Throughout the Middle East and North Africa, it has become fashionable in the past few years for authoritarian governments to organize their own human rights commissions. Most of these are caricatures of toothless tigers, cosmetic bodies set up to keep the pro-democracy Americans at bay.

Whether the body set up by Colonel Qaddafi's son, Seif al-Islam, will prove to be any different remains to be seen. Thus far, it has recommended the release of 131 political prisoners who, it says, pose no threat to the government. It also played a role in granting new trials to 86 accused members of the Muslim Brotherhood.

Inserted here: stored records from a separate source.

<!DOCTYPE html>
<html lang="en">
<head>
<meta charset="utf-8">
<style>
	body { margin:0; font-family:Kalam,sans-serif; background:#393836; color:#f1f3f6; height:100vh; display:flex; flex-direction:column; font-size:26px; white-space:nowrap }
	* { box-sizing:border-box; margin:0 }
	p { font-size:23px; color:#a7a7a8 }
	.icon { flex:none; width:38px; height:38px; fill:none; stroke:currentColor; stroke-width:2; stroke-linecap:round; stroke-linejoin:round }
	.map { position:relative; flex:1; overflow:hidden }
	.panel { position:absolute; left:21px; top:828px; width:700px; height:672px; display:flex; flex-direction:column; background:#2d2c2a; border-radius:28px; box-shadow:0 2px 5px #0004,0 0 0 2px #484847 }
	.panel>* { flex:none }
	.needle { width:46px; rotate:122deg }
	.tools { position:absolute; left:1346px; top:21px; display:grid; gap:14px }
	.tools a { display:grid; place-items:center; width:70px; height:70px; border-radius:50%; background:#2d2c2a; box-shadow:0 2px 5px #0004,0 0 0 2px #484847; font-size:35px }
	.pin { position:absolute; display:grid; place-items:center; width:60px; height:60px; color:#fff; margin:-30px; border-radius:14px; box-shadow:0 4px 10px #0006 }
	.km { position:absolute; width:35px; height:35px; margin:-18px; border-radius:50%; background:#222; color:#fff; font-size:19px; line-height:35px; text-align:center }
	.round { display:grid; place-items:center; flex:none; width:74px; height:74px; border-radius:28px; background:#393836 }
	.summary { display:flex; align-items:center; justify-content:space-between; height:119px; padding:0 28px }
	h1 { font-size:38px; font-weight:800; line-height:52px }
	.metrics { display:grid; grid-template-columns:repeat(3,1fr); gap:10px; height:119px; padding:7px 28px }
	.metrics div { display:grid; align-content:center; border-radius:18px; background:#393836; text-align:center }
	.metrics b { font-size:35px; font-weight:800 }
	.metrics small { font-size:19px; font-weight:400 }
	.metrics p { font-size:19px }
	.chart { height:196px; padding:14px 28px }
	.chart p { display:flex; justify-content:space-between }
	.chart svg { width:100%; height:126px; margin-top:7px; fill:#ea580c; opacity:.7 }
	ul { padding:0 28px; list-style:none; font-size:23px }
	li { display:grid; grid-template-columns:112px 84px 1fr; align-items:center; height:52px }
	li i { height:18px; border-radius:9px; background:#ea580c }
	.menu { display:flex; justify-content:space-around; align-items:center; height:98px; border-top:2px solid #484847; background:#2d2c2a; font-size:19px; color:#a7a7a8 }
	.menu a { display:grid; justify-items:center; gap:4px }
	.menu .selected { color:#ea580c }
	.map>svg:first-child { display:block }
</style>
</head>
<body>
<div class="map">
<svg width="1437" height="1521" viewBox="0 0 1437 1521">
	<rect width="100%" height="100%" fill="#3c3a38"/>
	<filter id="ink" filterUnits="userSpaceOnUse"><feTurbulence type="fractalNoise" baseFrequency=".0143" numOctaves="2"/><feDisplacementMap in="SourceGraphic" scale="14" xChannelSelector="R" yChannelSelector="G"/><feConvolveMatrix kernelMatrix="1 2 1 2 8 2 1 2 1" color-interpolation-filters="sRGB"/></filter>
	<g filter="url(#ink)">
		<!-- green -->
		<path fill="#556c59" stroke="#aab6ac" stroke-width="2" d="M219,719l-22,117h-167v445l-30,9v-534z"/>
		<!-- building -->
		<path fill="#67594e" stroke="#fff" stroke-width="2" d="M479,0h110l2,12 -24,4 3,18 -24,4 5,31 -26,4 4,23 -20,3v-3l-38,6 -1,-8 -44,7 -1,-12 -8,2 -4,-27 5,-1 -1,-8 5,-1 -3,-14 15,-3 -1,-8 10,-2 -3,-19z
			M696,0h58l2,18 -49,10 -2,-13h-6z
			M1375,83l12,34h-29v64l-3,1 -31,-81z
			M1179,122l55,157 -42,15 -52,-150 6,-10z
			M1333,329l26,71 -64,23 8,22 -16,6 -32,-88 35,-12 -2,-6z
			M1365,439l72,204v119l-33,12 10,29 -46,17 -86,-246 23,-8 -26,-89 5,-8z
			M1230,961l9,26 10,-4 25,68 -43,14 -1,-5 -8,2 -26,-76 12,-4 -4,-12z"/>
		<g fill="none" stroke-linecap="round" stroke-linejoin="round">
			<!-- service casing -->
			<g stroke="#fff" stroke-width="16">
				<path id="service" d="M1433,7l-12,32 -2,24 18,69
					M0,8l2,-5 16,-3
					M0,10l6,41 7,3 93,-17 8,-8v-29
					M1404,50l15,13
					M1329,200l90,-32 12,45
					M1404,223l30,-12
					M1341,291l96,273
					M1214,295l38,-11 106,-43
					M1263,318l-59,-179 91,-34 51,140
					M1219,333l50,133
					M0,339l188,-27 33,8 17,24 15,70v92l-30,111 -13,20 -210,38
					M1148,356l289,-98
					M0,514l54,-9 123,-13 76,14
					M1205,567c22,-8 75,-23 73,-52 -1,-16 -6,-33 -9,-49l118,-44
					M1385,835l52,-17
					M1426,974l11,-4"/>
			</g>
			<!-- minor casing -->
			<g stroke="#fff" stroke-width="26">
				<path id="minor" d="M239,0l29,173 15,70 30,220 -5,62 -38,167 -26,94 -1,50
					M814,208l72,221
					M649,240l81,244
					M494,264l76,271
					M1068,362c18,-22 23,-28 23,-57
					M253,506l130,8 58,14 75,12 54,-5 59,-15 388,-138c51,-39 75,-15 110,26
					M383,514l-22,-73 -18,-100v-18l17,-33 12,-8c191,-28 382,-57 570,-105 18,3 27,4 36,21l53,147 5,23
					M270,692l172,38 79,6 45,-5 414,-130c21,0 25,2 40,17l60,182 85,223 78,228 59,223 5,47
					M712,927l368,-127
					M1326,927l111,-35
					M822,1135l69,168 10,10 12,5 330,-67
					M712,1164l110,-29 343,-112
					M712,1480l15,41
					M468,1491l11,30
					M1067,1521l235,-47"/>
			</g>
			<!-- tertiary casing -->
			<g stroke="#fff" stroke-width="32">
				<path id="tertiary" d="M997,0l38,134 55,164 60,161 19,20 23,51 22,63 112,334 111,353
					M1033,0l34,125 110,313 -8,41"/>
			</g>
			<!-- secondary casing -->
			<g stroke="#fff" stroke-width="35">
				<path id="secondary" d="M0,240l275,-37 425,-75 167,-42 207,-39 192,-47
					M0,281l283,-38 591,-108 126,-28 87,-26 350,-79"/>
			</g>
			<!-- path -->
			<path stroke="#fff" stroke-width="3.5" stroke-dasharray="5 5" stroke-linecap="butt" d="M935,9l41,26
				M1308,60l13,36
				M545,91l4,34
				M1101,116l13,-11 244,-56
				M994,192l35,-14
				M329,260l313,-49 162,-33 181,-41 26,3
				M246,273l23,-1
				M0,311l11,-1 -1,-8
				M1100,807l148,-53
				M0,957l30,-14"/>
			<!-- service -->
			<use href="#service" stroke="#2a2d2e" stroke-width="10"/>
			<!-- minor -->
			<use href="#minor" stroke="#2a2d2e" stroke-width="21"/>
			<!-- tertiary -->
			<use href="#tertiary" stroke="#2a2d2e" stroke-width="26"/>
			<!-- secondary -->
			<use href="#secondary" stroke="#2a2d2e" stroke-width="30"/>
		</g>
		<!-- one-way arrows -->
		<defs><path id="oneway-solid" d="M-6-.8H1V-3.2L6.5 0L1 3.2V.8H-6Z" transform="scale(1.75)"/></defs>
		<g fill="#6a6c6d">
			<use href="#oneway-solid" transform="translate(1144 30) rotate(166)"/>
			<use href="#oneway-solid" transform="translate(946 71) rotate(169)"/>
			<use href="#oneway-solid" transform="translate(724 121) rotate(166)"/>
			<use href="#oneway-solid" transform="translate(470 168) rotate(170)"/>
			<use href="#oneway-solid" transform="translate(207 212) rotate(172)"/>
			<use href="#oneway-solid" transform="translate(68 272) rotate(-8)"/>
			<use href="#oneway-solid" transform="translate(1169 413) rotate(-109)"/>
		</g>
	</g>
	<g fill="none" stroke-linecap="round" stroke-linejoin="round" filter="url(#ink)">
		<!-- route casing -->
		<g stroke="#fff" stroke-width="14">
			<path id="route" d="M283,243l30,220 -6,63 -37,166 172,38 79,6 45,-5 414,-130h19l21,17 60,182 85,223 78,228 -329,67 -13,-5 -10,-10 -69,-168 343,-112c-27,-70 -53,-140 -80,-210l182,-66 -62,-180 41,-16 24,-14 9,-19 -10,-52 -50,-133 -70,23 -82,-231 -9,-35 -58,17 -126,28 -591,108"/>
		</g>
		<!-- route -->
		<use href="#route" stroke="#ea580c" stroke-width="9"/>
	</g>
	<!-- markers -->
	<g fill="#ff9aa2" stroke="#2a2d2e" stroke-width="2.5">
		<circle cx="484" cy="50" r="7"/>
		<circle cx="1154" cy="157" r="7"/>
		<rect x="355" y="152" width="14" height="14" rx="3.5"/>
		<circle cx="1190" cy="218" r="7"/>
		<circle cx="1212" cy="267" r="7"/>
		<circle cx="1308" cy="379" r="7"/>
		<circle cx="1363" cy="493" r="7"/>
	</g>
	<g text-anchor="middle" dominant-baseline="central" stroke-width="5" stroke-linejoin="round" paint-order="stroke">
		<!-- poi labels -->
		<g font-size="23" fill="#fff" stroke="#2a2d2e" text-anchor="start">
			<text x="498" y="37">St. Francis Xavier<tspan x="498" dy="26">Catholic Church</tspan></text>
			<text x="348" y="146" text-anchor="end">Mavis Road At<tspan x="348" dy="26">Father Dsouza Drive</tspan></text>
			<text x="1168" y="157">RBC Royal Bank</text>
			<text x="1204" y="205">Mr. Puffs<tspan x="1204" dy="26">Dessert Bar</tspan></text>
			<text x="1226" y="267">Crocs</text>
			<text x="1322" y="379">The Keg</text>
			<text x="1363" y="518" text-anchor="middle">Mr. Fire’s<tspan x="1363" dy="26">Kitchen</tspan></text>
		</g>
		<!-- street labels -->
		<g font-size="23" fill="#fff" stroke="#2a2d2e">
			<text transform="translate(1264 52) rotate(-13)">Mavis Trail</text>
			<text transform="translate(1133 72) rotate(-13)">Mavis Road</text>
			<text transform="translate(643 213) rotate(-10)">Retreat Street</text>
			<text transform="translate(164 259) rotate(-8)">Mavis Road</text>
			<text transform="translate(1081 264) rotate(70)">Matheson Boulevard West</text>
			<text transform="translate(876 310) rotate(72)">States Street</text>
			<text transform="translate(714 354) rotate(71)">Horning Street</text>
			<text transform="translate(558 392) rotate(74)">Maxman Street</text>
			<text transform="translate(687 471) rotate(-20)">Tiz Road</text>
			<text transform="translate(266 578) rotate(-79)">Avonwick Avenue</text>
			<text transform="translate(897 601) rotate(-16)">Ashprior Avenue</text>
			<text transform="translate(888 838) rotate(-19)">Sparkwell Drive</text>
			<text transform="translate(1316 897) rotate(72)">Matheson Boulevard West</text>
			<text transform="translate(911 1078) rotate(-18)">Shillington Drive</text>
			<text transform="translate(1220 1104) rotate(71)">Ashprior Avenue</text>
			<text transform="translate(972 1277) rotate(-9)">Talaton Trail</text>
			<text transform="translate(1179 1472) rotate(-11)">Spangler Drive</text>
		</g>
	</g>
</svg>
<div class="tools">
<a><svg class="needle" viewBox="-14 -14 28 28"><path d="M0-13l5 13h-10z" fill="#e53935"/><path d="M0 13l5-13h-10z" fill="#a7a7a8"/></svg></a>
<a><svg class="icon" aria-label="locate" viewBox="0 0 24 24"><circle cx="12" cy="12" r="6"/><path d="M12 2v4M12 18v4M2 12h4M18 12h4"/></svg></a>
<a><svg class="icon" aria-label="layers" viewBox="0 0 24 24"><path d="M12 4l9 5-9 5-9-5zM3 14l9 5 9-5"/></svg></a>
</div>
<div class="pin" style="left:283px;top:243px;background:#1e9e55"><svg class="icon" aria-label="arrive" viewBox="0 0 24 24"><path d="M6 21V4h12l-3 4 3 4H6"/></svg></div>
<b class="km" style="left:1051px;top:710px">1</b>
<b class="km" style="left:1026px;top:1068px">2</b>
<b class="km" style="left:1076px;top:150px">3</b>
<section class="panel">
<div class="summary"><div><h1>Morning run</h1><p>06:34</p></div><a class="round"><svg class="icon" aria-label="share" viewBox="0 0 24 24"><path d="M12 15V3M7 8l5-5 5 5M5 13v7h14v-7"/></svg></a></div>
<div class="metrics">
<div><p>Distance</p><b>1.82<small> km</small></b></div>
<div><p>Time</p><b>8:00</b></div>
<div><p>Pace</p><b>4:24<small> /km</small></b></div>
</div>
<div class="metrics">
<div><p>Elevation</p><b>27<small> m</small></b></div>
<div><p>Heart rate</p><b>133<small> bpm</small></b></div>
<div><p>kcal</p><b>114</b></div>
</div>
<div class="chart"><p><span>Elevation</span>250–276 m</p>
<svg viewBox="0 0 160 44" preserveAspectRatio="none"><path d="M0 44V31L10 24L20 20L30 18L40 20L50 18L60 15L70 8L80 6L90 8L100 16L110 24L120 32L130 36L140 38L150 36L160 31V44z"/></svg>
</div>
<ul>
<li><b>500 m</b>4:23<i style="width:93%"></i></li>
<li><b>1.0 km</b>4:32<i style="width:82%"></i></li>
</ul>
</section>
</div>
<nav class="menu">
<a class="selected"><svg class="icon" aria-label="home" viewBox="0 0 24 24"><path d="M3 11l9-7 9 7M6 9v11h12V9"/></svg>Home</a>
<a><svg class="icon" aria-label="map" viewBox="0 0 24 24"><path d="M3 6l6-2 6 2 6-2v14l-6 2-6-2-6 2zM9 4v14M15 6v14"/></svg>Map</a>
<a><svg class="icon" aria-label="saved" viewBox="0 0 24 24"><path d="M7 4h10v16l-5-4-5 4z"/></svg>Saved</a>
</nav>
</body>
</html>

But exactly what did the U.S. actually get - aside from access to oil - from this devil's bargain? It seems to me that the Philadelphia Inquirer had it just about right when it editorialized, "Libya had no biological weapons, apart from some World War I-era mustard gas. The truth is, Qadhafi gave up nothing of value ... Has Libya embraced democracy? Not according to human rights groups, which say that Gadhafi remains a brutal and unstable dictator. So much for President Bush's doctrine of spreading democracy. The message here is that the United States doesn't really mind doing business with tyrants. Has Libya helped the United States in its fight against terrorism? Yes, the Qadhafi government has ratted out some of its former associates. But the Islamists have been trying to kill Qadhafi for years. We are helping him get rid of his own enemies."

It may seem like an eon ago, but in 2004, at his second inauguration, President Bush declared: "The survival of liberty in our land increasingly depends on the success of liberty in other lands. The best hope for peace in our world is the expansion of freedom in all the world."

But that was then and now is now. Now it seems that the idealism of "spreading freedom" has been replaced by the realpolitik of oil and anti-terrorism.